Example: Modelling mortality over space and time

This example is adapted from [1]. The model in the paper estimates death rates for 6791 small areas in England for 19 age groups (0, 1-4, 5-9, 10-14, …, 80-84, 85+ years) from 2002-19.

When modelling mortality at high spatial resolutions, the number of deaths in each age group, spatial unit and year is small, meaning that death rates calculated from observed data have an apparent variability which is larger than the true differences in the risk of dying. A Bayesian multilevel modelling framework can overcome small number issues by sharing information across ages, space and time to obtain smoothed death rates and capture the uncertainty in the estimate.
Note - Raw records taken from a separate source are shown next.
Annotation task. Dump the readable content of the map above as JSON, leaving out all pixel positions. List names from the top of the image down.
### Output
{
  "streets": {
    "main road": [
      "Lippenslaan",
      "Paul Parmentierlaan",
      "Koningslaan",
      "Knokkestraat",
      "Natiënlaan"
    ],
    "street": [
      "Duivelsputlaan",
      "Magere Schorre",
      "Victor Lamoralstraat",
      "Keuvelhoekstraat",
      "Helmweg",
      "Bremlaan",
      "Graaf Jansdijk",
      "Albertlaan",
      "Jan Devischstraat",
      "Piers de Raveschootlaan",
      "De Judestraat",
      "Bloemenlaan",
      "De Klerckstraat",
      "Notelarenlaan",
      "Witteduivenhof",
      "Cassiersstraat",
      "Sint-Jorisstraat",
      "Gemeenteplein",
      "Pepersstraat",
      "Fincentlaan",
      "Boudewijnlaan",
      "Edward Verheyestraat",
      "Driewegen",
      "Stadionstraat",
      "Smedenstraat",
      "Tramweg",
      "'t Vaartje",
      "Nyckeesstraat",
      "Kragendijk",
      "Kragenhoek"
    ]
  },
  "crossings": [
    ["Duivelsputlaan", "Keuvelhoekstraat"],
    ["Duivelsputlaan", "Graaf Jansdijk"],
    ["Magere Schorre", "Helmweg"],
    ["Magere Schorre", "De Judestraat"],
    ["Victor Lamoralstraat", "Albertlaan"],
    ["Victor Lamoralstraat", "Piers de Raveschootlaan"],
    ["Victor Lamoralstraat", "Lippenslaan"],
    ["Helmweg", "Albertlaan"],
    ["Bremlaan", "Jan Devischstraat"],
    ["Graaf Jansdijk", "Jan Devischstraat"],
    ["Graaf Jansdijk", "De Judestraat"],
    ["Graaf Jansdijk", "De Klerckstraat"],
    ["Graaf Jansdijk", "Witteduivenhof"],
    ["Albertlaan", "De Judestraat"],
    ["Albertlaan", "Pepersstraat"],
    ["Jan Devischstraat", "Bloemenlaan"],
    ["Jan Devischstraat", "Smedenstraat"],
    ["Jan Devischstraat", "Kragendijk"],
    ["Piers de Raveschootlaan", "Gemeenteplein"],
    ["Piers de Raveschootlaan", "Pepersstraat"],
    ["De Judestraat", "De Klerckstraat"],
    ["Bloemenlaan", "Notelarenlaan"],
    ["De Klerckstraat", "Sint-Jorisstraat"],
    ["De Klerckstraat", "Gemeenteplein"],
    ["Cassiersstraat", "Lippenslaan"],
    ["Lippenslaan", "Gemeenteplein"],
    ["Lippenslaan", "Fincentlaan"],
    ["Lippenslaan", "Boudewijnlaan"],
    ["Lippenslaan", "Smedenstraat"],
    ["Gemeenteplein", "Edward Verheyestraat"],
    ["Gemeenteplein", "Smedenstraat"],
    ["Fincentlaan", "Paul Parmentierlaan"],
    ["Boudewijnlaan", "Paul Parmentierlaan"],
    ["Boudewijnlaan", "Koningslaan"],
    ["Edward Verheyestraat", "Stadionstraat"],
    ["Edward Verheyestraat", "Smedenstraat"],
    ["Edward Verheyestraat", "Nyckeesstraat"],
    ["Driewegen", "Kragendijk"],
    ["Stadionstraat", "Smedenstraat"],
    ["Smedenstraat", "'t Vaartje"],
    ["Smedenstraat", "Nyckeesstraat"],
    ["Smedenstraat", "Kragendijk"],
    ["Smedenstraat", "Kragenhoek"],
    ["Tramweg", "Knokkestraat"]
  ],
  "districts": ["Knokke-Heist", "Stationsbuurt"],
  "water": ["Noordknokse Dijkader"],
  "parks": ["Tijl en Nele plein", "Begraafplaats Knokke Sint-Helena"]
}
As well as a global intercept (\(\alpha_0\)) and slope (\(\beta_0\)), the model includes the following effects:

  • Age (\(\alpha_{2a}\), \(\beta_{2a}\)). Each age group has a different intercept and slope with a random-walk structure over age groups to allow for non-linear age associations.

  • Space (\(\alpha_{1s}\)). Each spatial unit has an intercept. The spatial effects are defined by a nested hierarchy of random effects following the administrative hierarchy of local government. The spatial term at the lower level unit is centred on the spatial term of the higher level unit (e.g., \(\alpha_{1s_1}\)) containing that lower level unit.

The model also has a random walk effect over time (\(\pi_{t}\)).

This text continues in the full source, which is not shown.